Beş duyulu değiliz artık.
Korona hastalarında Tad ve Koku duyusu yok oluyor. Ek olarak, virüs bulaşır diye birbirimize dokunamıyoruz da…
Yani, korona yüzünden bu üç duyumuzu kullanamıyoruz.
SANAL ÂLEMİN DUYULARI İKİ: GÖRME VE İŞİTME
Teknoloji ve sanal dünya bizi bedenlerimizden uzaklaştırdı. Beş duyumuzdan sadece ikisini kullanıyoruz: Görme ve işitme duyularını.
İnternet arkadaşlarımızı görüyor ve onları işitiyoruz. Fakat onlara dokunamıyoruz. Kokularını alamıyoruz. İkramlarının tadına varamıyoruz.
Kısaca; tad, koku ve dokunma duyularımızı artık kullanmıyoruz.
Doruk’taki evimde hastalanıp yatağa düşersem, Newyork’daki arkadaşım benimle sohbet edebilir, beni duyabilir ve görebilir ama, elimi tutup bana dokunamaz, benim için bir çay demleyemez. Kullandığım parfümümü koklayamaz. Ekranda yediğim kurabiyenin tadını bilemez.
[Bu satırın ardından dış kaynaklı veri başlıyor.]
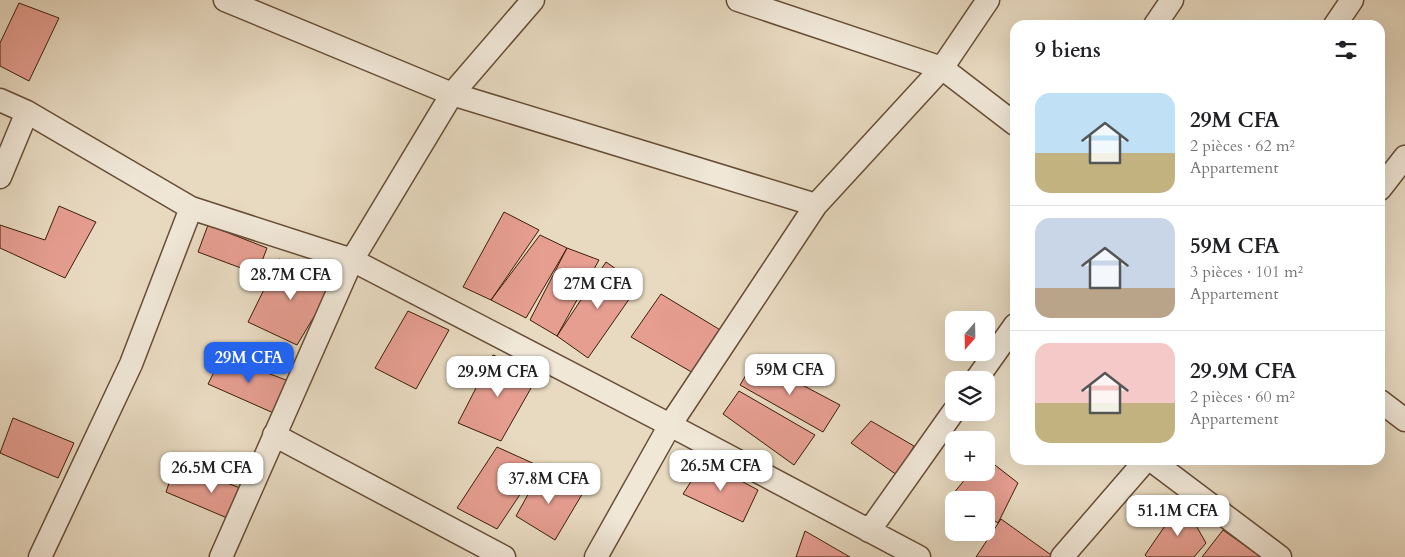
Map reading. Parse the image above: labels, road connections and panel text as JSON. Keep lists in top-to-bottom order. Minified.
{"north":"bottom","page":{"heading":"9 biens","list":[{"name":"29M CFA","note":"2 pièces · 62 m² · Appartement"},{"name":"59M CFA","note":"3 pièces · 101 m² · Appartement"},{"name":"29.9M CFA","note":"2 pièces · 60 m² · Appartement"}],"price":["28.7M CFA","27M CFA","29M CFA","59M CFA","29.9M CFA","26.5M CFA","26.5M CFA","37.8M CFA","51.1M CFA"],"map_buttons":["+","−"]}}
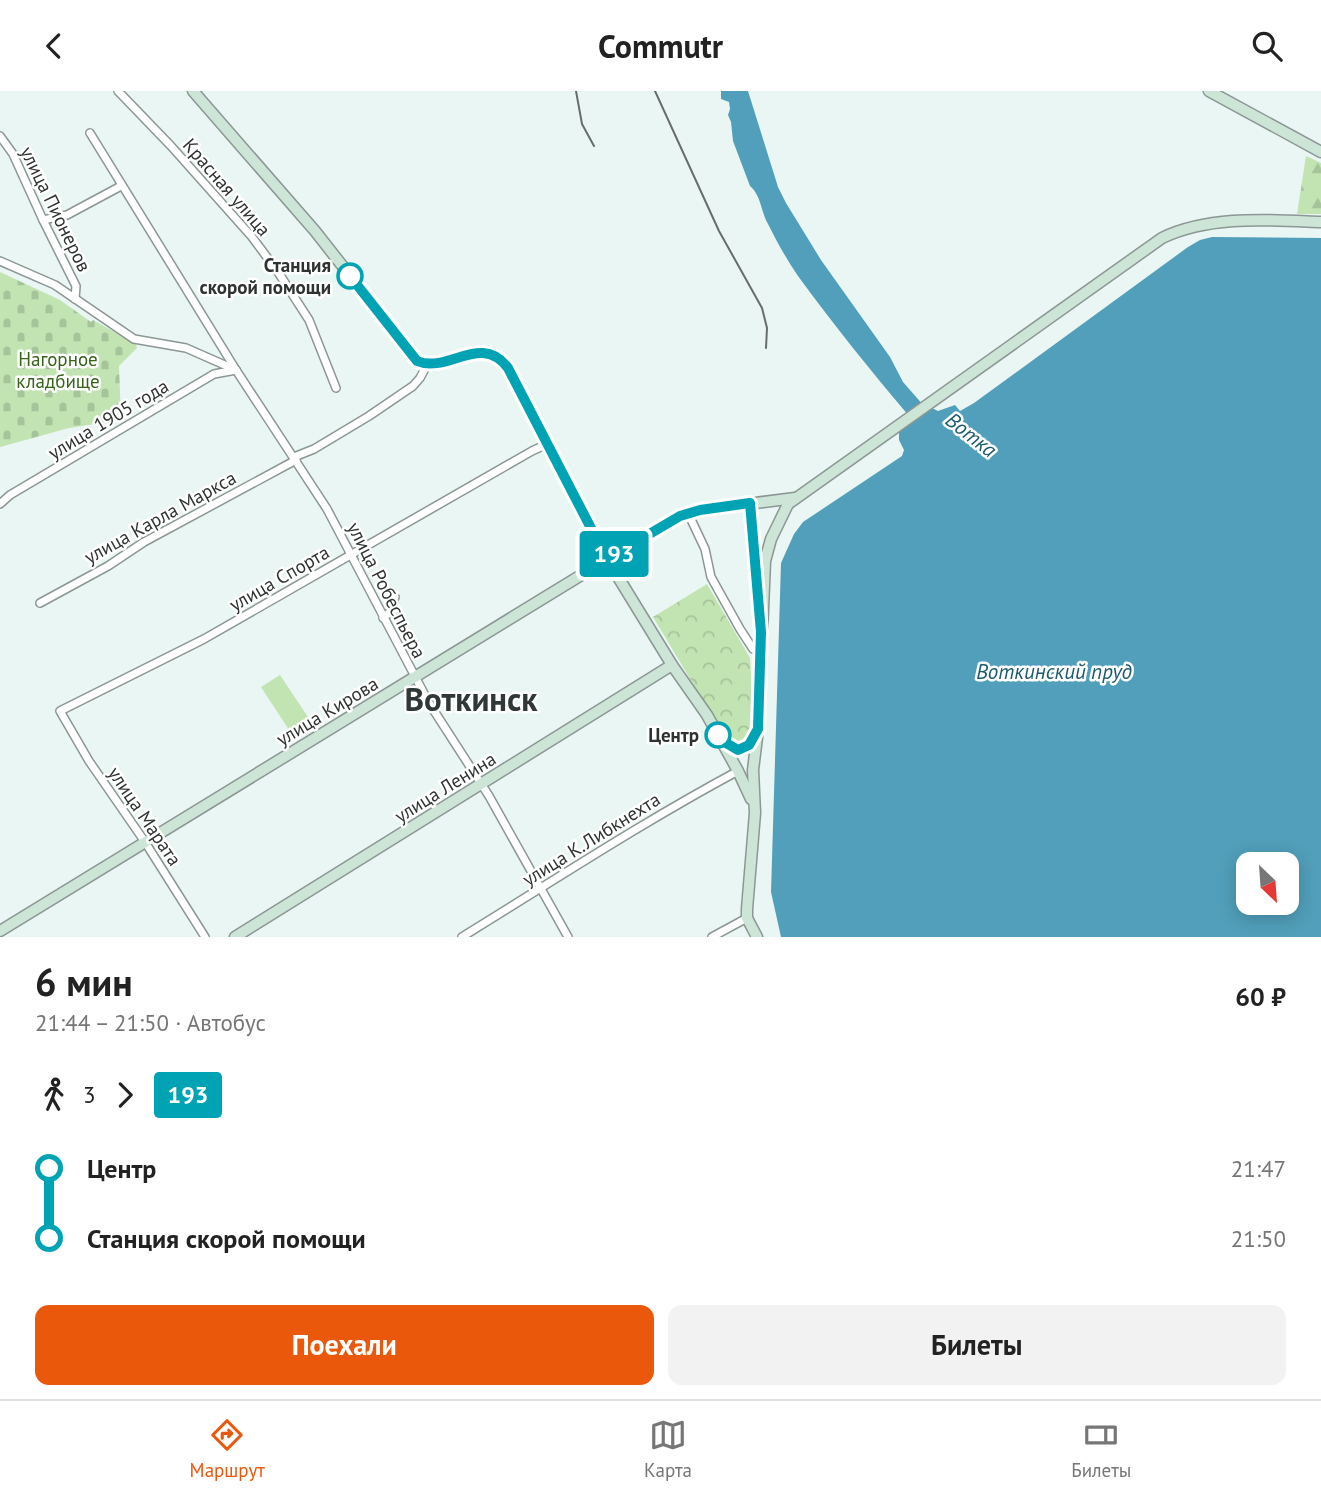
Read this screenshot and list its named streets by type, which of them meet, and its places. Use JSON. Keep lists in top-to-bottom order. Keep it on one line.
{"streets":{"main road":["улица Кирова","улица Ленина"],"street":["Красная улица","улица Пионеров","улица 1905 года","улица Карла Маркса","улица Спорта","улица Робеспьера","улица Марата","улица К.Либкнехта"]},"crossings":[["улица 1905 года","улица Робеспьера"],["улица Карла Маркса","улица Робеспьера"],["улица Спорта","улица Робеспьера"],["улица Спорта","улица Марата"],["улица Робеспьера","улица Кирова"],["улица Робеспьера","улица Ленина"],["улица Робеспьера","улица К.Либкнехта"],["улица Кирова","улица Марата"]],"districts":["Воткинск"],"water":["Вотка","Воткинский пруд"],"parks":["Нагорное кладбище"],"places":["Станция скорой помощи","Центр"],"lines":["bus line 193"],"north":"bottom right","page":{"header":"Commutr","on_map":"193","heading":["6 мин","21:44 – 21:50 · Автобус","60 ₽"],"legs":["3","193"],"list":[{"name":"Центр","value":"21:47"},{"name":"Станция скорой помощи","value":"21:50"}],"buttons":["Поехали","Билеты"],"tabs":["Маршрут","Карта","Билеты"]}}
HÂLBUKİ İNSANLARIN BEDENLERİ VAR.
Bizim bir bedenimiz var. Biz sanal değiliz ki…
Biz insanız ve beş duyulu bir varlığız. Akıl, irade, vicdan ve bilincimizle beş duyumuzun hepsini kullanmak ve onların farkına varmak istiyoruz.
ŞİMDİ NE OLDU?
Bu duyuları bize lütfeden: “Madem hakkını vererek kullanmıyorsunuz, ben de geri alıyorum” dedi ve aldı.
Böyle giderse, daha başkalarını da alır mı? Alır.
Bizler, yeryüzüne Allah tarafından özel atanan insanlar olarak bunları düşünmüyoruz.
Ne yapıyoruz? Bol bol Cuma kutluyoruz.
Aslında akletmeli değil miyiz?
Bizi insan yaratıp akıl ikram eden Rabbimiz! Aklımızı gerektiği gibi kullanmamız için bize yardım et lütfen. Biz Seni sınırsızca övüyor ve çok seviyoruz.